Material supplied START

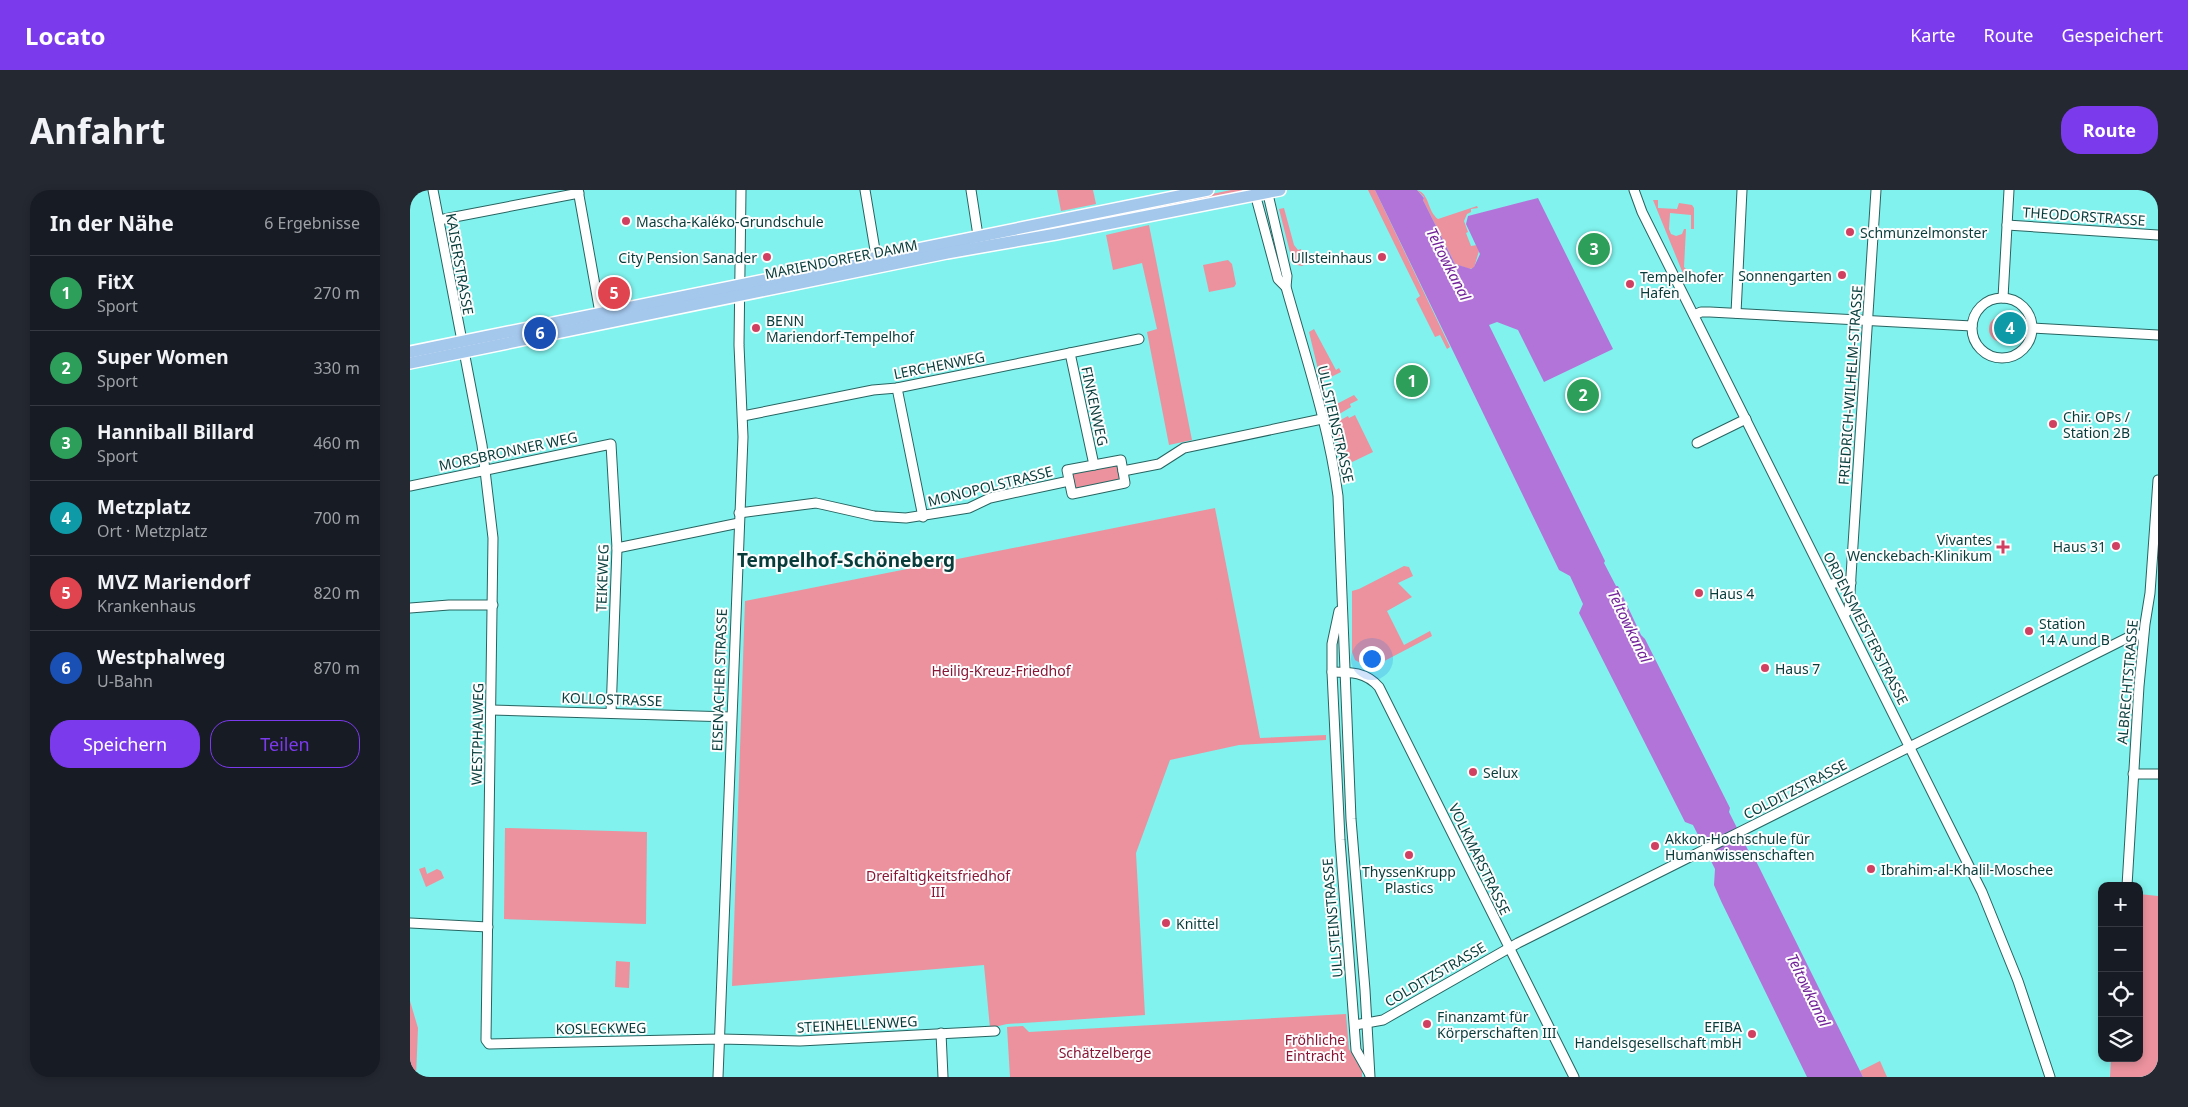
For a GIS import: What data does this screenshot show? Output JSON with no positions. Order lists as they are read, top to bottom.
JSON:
{
  "streets": {
    "main road": ["MARIENDORFER DAMM"],
    "street": [
      "THEODORSTRASSE",
      "KAISERSTRASSE",
      "LERCHENWEG",
      "FRIEDRICH-WILHELM-STRASSE",
      "FINKENWEG",
      "ULLSTEINSTRASSE",
      "MORSBRONNER WEG",
      "MONOPOLSTRASSE",
      "TEIKEWEG",
      "ORDENSMEISTERSTRASSE",
      "EISENACHER STRASSE",
      "ALBRECHTSTRASSE",
      "KOLLOSTRASSE",
      "WESTPHALWEG",
      "COLDITZSTRASSE",
      "VOLKMARSTRASSE",
      "STEINHELLENWEG",
      "KOSLECKWEG"
    ]
  },
  "crossings": [
    ["MARIENDORFER DAMM", "KAISERSTRASSE"],
    ["MARIENDORFER DAMM", "ULLSTEINSTRASSE"],
    ["MARIENDORFER DAMM", "EISENACHER STRASSE"],
    ["MARIENDORFER DAMM", "WESTPHALWEG"],
    ["KAISERSTRASSE", "WESTPHALWEG"],
    ["LERCHENWEG", "FINKENWEG"],
    ["LERCHENWEG", "EISENACHER STRASSE"],
    ["FRIEDRICH-WILHELM-STRASSE", "ORDENSMEISTERSTRASSE"],
    ["FINKENWEG", "MONOPOLSTRASSE"],
    ["ULLSTEINSTRASSE", "COLDITZSTRASSE"],
    ["ULLSTEINSTRASSE", "VOLKMARSTRASSE"],
    ["MORSBRONNER WEG", "TEIKEWEG"],
    ["MORSBRONNER WEG", "WESTPHALWEG"],
    ["MONOPOLSTRASSE", "EISENACHER STRASSE"],
    ["TEIKEWEG", "KOLLOSTRASSE"],
    ["ORDENSMEISTERSTRASSE", "COLDITZSTRASSE"],
    ["EISENACHER STRASSE", "KOLLOSTRASSE"],
    ["EISENACHER STRASSE", "STEINHELLENWEG"],
    ["EISENACHER STRASSE", "KOSLECKWEG"],
    ["ALBRECHTSTRASSE", "COLDITZSTRASSE"],
    ["KOLLOSTRASSE", "WESTPHALWEG"],
    ["WESTPHALWEG", "KOSLECKWEG"],
    ["COLDITZSTRASSE", "VOLKMARSTRASSE"],
    ["STEINHELLENWEG", "KOSLECKWEG"]
  ],
  "districts": ["Tempelhof-Schöneberg"],
  "water": ["Teltowkanal"],
  "parks": [
    "Heilig-Kreuz-Friedhof",
    "Dreifaltigkeitsfriedhof III",
    "Fröhliche Eintracht",
    "Schätzelberge"
  ],
  "places": {
    "other": [
      "Mascha-Kaléko-Grundschule",
      "Schmunzelmonster",
      "City Pension Sanader",
      "Ullsteinhaus",
      "Sonnengarten",
      "Tempelhofer Hafen",
      "BENN Mariendorf-Tempelhof",
      "Chir. OPs / Station 2B",
      "Haus 31",
      "Haus 4",
      "Station 14 A und B",
      "Haus 7",
      "Selux",
      "Akkon-Hochschule für Humanwissenschaften",
      "ThyssenKrupp Plastics",
      "Ibrahim-al-Khalil-Moschee",
      "Knittel",
      "Finanzamt für Körperschaften III",
      "EFIBA Handelsgesellschaft mbH"
    ],
    "health": ["Vivantes Wenckebach-Klinikum"]
  },
  "page": {
    "header": "Locato",
    "nav": ["Karte", "Route", "Gespeichert"],
    "buttons": [
      "Route",
      ["Speichern", "Teilen"]
    ],
    "title": "Anfahrt",
    "heading": ["In der Nähe", "6 Ergebnisse"],
    "pins": [
      "3",
      "5",
      "4",
      "6",
      "1",
      "2"
    ],
    "list": [
      {
        "mark": "1",
        "name": "FitX",
        "note": "Sport",
        "value": "270 m"
      },
      {
        "mark": "2",
        "name": "Super Women",
        "note": "Sport",
        "value": "330 m"
      },
      {
        "mark": "3",
        "name": "Hanniball Billard",
        "note": "Sport",
        "value": "460 m"
      },
      {
        "mark": "4",
        "name": "Metzplatz",
        "note": "Ort · Metzplatz",
        "value": "700 m"
      },
      {
        "mark": "5",
        "name": "MVZ Mariendorf",
        "note": "Krankenhaus",
        "value": "820 m"
      },
      {
        "mark": "6",
        "name": "Westphalweg",
        "note": "U-Bahn",
        "value": "870 m"
      }
    ],
    "map_buttons": ["+", "−"]
  }
}
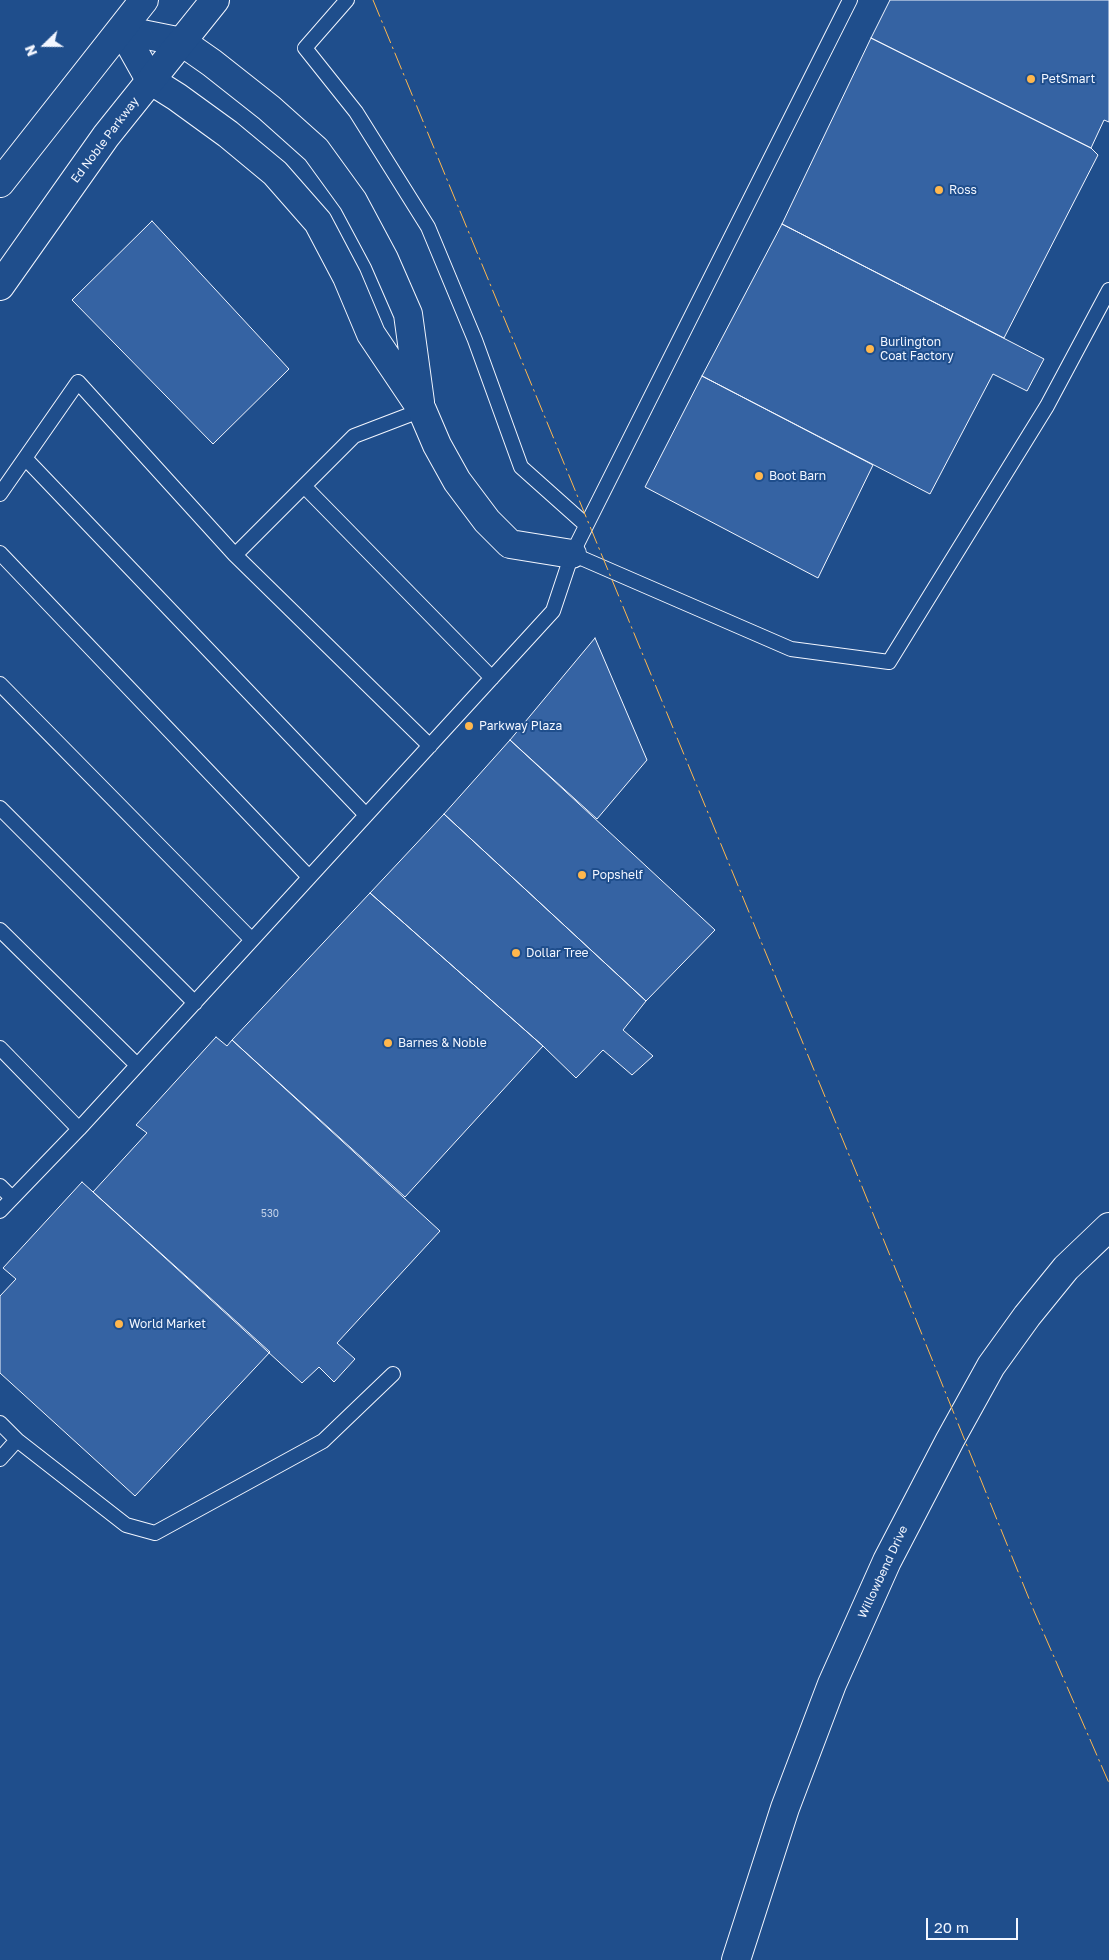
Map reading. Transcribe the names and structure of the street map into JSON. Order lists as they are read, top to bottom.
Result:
{
  "streets": {
    "street": ["Ed Noble Parkway", "Willowbend Drive"]
  },
  "places": [
    "PetSmart",
    "Ross",
    "Burlington Coat Factory",
    "Boot Barn",
    "Parkway Plaza",
    "Popshelf",
    "Dollar Tree",
    "Barnes & Noble",
    "World Market"
  ],
  "house_numbers": ["530"],
  "scale_bar": "20 m",
  "north": "left"
}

Material supplied END

▶ **Aim of the task**
Retype all of the listing word for word and skip the pictures.

▶ **Answer to this task**
For a GIS import: What data does this screenshot show? Output JSON with no positions. Order lists as they are read, top to bottom.
JSON:
{
  "streets": {
    "main road": ["MARIENDORFER DAMM"],
    "street": [
      "THEODORSTRASSE",
      "KAISERSTRASSE",
      "LERCHENWEG",
      "FRIEDRICH-WILHELM-STRASSE",
      "FINKENWEG",
      "ULLSTEINSTRASSE",
      "MORSBRONNER WEG",
      "MONOPOLSTRASSE",
      "TEIKEWEG",
      "ORDENSMEISTERSTRASSE",
      "EISENACHER STRASSE",
      "ALBRECHTSTRASSE",
      "KOLLOSTRASSE",
      "WESTPHALWEG",
      "COLDITZSTRASSE",
      "VOLKMARSTRASSE",
      "STEINHELLENWEG",
      "KOSLECKWEG"
    ]
  },
  "crossings": [
    ["MARIENDORFER DAMM", "KAISERSTRASSE"],
    ["MARIENDORFER DAMM", "ULLSTEINSTRASSE"],
    ["MARIENDORFER DAMM", "EISENACHER STRASSE"],
    ["MARIENDORFER DAMM", "WESTPHALWEG"],
    ["KAISERSTRASSE", "WESTPHALWEG"],
    ["LERCHENWEG", "FINKENWEG"],
    ["LERCHENWEG", "EISENACHER STRASSE"],
    ["FRIEDRICH-WILHELM-STRASSE", "ORDENSMEISTERSTRASSE"],
    ["FINKENWEG", "MONOPOLSTRASSE"],
    ["ULLSTEINSTRASSE", "COLDITZSTRASSE"],
    ["ULLSTEINSTRASSE", "VOLKMARSTRASSE"],
    ["MORSBRONNER WEG", "TEIKEWEG"],
    ["MORSBRONNER WEG", "WESTPHALWEG"],
    ["MONOPOLSTRASSE", "EISENACHER STRASSE"],
    ["TEIKEWEG", "KOLLOSTRASSE"],
    ["ORDENSMEISTERSTRASSE", "COLDITZSTRASSE"],
    ["EISENACHER STRASSE", "KOLLOSTRASSE"],
    ["EISENACHER STRASSE", "STEINHELLENWEG"],
    ["EISENACHER STRASSE", "KOSLECKWEG"],
    ["ALBRECHTSTRASSE", "COLDITZSTRASSE"],
    ["KOLLOSTRASSE", "WESTPHALWEG"],
    ["WESTPHALWEG", "KOSLECKWEG"],
    ["COLDITZSTRASSE", "VOLKMARSTRASSE"],
    ["STEINHELLENWEG", "KOSLECKWEG"]
  ],
  "districts": ["Tempelhof-Schöneberg"],
  "water": ["Teltowkanal"],
  "parks": [
    "Heilig-Kreuz-Friedhof",
    "Dreifaltigkeitsfriedhof III",
    "Fröhliche Eintracht",
    "Schätzelberge"
  ],
  "places": {
    "other": [
      "Mascha-Kaléko-Grundschule",
      "Schmunzelmonster",
      "City Pension Sanader",
      "Ullsteinhaus",
      "Sonnengarten",
      "Tempelhofer Hafen",
      "BENN Mariendorf-Tempelhof",
      "Chir. OPs / Station 2B",
      "Haus 31",
      "Haus 4",
      "Station 14 A und B",
      "Haus 7",
      "Selux",
      "Akkon-Hochschule für Humanwissenschaften",
      "ThyssenKrupp Plastics",
      "Ibrahim-al-Khalil-Moschee",
      "Knittel",
      "Finanzamt für Körperschaften III",
      "EFIBA Handelsgesellschaft mbH"
    ],
    "health": ["Vivantes Wenckebach-Klinikum"]
  },
  "page": {
    "header": "Locato",
    "nav": ["Karte", "Route", "Gespeichert"],
    "buttons": [
      "Route",
      ["Speichern", "Teilen"]
    ],
    "title": "Anfahrt",
    "heading": ["In der Nähe", "6 Ergebnisse"],
    "pins": [
      "3",
      "5",
      "4",
      "6",
      "1",
      "2"
    ],
    "list": [
      {
        "mark": "1",
        "name": "FitX",
        "note": "Sport",
        "value": "270 m"
      },
      {
        "mark": "2",
        "name": "Super Women",
        "note": "Sport",
        "value": "330 m"
      },
      {
        "mark": "3",
        "name": "Hanniball Billard",
        "note": "Sport",
        "value": "460 m"
      },
      {
        "mark": "4",
        "name": "Metzplatz",
        "note": "Ort · Metzplatz",
        "value": "700 m"
      },
      {
        "mark": "5",
        "name": "MVZ Mariendorf",
        "note": "Krankenhaus",
        "value": "820 m"
      },
      {
        "mark": "6",
        "name": "Westphalweg",
        "note": "U-Bahn",
        "value": "870 m"
      }
    ],
    "map_buttons": ["+", "−"]
  }
}
Map reading. Transcribe the names and structure of the street map into JSON. Order lists as they are read, top to bottom.
Result:
{
  "streets": {
    "street": ["Ed Noble Parkway", "Willowbend Drive"]
  },
  "places": [
    "PetSmart",
    "Ross",
    "Burlington Coat Factory",
    "Boot Barn",
    "Parkway Plaza",
    "Popshelf",
    "Dollar Tree",
    "Barnes & Noble",
    "World Market"
  ],
  "house_numbers": ["530"],
  "scale_bar": "20 m",
  "north": "left"
}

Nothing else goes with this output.